**Material shown:**
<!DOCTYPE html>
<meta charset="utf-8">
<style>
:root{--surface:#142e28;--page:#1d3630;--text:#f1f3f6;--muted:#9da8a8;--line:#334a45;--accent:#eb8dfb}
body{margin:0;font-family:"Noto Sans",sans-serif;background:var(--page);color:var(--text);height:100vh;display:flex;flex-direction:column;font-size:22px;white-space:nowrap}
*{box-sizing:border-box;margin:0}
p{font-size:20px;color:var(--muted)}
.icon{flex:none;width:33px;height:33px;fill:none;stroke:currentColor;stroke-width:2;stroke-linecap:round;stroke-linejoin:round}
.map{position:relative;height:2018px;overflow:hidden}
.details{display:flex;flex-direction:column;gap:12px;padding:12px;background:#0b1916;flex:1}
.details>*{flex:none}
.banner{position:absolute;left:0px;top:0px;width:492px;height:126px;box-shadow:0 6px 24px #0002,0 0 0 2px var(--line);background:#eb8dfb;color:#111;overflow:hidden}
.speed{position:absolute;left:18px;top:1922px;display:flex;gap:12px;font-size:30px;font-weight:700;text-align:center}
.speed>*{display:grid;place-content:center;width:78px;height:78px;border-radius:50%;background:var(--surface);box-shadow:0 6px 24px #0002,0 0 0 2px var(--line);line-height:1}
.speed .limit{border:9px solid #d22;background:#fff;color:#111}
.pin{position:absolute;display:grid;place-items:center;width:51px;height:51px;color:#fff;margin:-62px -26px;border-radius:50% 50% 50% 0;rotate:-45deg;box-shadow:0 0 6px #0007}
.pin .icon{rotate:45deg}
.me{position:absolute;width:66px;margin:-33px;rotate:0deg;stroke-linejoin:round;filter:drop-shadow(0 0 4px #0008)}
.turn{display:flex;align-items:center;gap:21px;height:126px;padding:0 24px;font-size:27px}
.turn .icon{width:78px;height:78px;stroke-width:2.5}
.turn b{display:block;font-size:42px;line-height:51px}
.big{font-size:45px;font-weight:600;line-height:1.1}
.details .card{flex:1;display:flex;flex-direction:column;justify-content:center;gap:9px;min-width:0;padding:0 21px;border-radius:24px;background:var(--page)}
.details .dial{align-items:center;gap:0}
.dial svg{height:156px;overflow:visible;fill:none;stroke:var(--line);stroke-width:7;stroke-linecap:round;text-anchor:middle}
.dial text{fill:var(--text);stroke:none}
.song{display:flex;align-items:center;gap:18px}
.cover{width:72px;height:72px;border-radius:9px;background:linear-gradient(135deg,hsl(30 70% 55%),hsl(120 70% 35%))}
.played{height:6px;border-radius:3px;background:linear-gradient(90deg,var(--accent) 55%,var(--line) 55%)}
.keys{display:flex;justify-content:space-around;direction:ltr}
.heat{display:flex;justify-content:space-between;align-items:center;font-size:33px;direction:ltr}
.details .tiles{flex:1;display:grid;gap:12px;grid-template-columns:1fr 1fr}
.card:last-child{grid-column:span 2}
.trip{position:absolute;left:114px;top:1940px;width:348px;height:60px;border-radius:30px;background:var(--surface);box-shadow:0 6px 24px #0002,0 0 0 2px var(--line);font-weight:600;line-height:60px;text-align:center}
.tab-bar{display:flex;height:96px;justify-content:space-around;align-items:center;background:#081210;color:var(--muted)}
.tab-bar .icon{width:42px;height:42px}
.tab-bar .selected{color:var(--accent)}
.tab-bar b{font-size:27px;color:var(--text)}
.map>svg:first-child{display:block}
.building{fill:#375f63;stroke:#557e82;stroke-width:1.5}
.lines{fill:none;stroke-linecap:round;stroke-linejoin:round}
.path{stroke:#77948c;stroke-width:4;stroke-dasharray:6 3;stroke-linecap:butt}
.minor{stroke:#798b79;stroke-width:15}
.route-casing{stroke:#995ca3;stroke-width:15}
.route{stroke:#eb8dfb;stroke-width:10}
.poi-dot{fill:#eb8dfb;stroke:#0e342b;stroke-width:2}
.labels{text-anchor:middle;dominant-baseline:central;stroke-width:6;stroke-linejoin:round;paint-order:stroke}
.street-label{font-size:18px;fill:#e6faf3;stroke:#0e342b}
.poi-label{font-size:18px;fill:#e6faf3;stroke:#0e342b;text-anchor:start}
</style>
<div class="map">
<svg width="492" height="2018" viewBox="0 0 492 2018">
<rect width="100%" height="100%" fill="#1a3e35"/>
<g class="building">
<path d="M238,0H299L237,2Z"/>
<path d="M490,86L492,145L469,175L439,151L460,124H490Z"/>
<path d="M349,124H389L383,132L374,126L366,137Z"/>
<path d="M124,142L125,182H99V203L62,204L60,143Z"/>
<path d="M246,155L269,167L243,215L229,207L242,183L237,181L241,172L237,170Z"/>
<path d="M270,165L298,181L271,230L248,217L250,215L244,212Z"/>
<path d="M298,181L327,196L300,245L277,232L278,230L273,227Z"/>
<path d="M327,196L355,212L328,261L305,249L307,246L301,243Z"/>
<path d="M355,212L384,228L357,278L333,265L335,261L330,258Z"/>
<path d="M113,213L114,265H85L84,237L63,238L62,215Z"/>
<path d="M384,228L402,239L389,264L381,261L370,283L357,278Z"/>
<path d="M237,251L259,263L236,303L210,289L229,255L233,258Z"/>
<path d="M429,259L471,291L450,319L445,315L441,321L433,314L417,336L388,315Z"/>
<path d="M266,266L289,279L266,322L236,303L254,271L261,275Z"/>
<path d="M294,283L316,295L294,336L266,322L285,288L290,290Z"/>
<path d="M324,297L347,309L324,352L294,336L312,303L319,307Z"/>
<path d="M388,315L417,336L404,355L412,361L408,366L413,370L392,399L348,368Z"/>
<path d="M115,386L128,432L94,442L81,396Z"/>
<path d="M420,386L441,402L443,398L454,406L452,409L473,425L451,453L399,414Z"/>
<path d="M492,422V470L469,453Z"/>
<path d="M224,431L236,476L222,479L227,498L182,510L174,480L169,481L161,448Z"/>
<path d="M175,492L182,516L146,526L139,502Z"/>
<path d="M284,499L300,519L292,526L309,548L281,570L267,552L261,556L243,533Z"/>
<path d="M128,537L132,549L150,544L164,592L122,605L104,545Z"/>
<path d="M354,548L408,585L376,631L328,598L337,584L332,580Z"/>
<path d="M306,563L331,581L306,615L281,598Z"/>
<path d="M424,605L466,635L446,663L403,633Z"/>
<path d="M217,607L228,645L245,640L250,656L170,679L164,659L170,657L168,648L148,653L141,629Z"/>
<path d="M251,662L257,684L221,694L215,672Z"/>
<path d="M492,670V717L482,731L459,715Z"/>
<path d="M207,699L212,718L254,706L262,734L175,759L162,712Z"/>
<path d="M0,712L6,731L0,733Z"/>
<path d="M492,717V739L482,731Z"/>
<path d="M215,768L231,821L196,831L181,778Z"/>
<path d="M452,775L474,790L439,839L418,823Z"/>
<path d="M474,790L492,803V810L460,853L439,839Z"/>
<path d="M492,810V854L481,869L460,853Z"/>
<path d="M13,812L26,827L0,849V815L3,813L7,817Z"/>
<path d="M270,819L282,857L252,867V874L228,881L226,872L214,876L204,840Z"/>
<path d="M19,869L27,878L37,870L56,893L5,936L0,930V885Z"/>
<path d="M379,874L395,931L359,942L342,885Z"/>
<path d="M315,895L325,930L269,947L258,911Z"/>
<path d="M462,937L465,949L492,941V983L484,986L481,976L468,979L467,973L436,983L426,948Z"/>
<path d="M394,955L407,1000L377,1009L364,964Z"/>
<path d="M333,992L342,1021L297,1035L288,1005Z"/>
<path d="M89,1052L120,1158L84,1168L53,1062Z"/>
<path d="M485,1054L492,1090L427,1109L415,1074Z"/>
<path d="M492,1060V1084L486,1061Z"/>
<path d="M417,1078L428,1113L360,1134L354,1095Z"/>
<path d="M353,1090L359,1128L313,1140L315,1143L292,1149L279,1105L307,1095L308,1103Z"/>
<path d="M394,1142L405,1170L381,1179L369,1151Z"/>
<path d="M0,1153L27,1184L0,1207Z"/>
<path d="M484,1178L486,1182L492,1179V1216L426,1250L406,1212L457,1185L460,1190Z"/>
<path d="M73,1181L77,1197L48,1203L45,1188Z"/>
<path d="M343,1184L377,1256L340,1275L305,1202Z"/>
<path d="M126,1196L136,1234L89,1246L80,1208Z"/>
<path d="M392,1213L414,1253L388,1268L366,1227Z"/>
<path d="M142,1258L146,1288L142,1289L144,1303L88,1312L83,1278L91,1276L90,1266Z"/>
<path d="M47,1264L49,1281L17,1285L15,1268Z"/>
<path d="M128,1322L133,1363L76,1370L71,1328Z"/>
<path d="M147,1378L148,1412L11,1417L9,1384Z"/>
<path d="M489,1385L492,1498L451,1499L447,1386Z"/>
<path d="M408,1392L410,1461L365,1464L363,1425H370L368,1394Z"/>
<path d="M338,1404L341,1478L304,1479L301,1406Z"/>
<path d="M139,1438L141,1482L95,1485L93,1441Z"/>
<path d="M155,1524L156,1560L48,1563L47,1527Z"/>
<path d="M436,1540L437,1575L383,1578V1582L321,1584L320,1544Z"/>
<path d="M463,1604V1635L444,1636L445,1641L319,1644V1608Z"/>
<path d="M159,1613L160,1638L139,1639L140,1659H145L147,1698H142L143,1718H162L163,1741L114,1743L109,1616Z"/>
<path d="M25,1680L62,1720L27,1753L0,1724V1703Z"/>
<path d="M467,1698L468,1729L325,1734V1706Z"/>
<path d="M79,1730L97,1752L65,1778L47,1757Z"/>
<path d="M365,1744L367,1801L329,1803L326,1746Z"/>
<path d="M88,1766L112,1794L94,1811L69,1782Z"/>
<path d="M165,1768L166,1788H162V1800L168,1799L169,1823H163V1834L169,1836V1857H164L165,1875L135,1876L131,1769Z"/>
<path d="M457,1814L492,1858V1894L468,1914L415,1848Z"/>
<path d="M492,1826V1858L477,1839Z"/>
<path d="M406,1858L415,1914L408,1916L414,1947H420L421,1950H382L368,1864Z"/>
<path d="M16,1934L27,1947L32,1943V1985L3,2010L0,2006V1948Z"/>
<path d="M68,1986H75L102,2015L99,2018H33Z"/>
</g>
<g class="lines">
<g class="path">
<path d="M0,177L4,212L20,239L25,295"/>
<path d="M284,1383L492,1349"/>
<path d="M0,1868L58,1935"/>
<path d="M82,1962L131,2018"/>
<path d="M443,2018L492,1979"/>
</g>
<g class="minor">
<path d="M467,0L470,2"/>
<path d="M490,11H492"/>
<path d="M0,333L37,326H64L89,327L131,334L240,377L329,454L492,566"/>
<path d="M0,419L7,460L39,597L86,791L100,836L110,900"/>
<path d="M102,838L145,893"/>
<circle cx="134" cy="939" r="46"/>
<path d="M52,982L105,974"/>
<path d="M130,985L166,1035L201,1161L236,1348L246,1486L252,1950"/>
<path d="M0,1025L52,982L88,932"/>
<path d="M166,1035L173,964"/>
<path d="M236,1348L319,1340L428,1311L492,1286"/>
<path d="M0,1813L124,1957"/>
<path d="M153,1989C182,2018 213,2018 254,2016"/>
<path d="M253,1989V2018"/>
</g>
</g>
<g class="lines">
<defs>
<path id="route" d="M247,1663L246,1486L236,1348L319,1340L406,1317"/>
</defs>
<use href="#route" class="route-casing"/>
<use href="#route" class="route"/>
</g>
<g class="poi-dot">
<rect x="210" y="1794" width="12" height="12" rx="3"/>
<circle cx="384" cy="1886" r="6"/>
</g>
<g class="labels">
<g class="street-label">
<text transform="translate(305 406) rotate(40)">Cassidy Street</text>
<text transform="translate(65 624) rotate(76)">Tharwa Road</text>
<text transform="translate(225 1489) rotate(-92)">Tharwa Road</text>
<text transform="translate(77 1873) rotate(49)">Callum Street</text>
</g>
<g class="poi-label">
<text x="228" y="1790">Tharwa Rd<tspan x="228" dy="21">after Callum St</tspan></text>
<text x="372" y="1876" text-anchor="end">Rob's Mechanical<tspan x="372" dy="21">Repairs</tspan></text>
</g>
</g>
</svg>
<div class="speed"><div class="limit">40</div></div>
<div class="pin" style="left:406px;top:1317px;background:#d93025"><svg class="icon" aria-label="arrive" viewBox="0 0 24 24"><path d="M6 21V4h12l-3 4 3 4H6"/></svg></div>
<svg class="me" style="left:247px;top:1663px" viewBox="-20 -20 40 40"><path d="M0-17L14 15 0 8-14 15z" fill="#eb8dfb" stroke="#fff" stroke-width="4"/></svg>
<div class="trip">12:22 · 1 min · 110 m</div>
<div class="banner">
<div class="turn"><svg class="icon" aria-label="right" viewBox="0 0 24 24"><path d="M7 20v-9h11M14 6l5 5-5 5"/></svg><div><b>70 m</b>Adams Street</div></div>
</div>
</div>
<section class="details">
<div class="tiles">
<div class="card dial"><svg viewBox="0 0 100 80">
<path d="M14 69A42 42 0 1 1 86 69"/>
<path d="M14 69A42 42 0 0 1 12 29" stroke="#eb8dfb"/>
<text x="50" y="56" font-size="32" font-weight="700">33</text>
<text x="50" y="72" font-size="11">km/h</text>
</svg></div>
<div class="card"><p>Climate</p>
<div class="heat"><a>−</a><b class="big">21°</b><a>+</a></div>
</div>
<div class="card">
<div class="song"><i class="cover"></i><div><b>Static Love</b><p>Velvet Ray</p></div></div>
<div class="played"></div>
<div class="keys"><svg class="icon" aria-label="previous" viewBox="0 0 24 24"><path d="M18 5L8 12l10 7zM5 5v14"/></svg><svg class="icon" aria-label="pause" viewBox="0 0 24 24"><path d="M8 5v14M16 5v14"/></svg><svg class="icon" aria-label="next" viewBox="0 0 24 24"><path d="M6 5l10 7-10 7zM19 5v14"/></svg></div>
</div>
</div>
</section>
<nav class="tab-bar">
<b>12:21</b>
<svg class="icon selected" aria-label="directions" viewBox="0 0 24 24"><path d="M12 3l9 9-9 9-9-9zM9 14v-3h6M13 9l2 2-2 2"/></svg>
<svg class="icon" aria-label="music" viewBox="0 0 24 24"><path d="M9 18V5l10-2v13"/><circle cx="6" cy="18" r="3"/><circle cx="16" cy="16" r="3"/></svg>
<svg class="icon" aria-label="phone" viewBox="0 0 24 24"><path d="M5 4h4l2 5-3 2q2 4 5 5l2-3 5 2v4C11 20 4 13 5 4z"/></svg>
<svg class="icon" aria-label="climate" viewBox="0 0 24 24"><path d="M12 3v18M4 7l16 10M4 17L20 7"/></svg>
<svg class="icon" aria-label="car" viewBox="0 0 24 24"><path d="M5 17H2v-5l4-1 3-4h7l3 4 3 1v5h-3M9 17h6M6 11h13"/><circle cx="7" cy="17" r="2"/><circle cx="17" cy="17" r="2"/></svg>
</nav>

**The problem:** Search the entries for the string "middle". Copy every line that has it.

**Exercise answer:**
.dial svg{height:156px;overflow:visible;fill:none;stroke:var(--line);stroke-width:7;stroke-linecap:round;text-anchor:middle}
.labels{text-anchor:middle;dominant-baseline:central;stroke-width:6;stroke-linejoin:round;paint-order:stroke}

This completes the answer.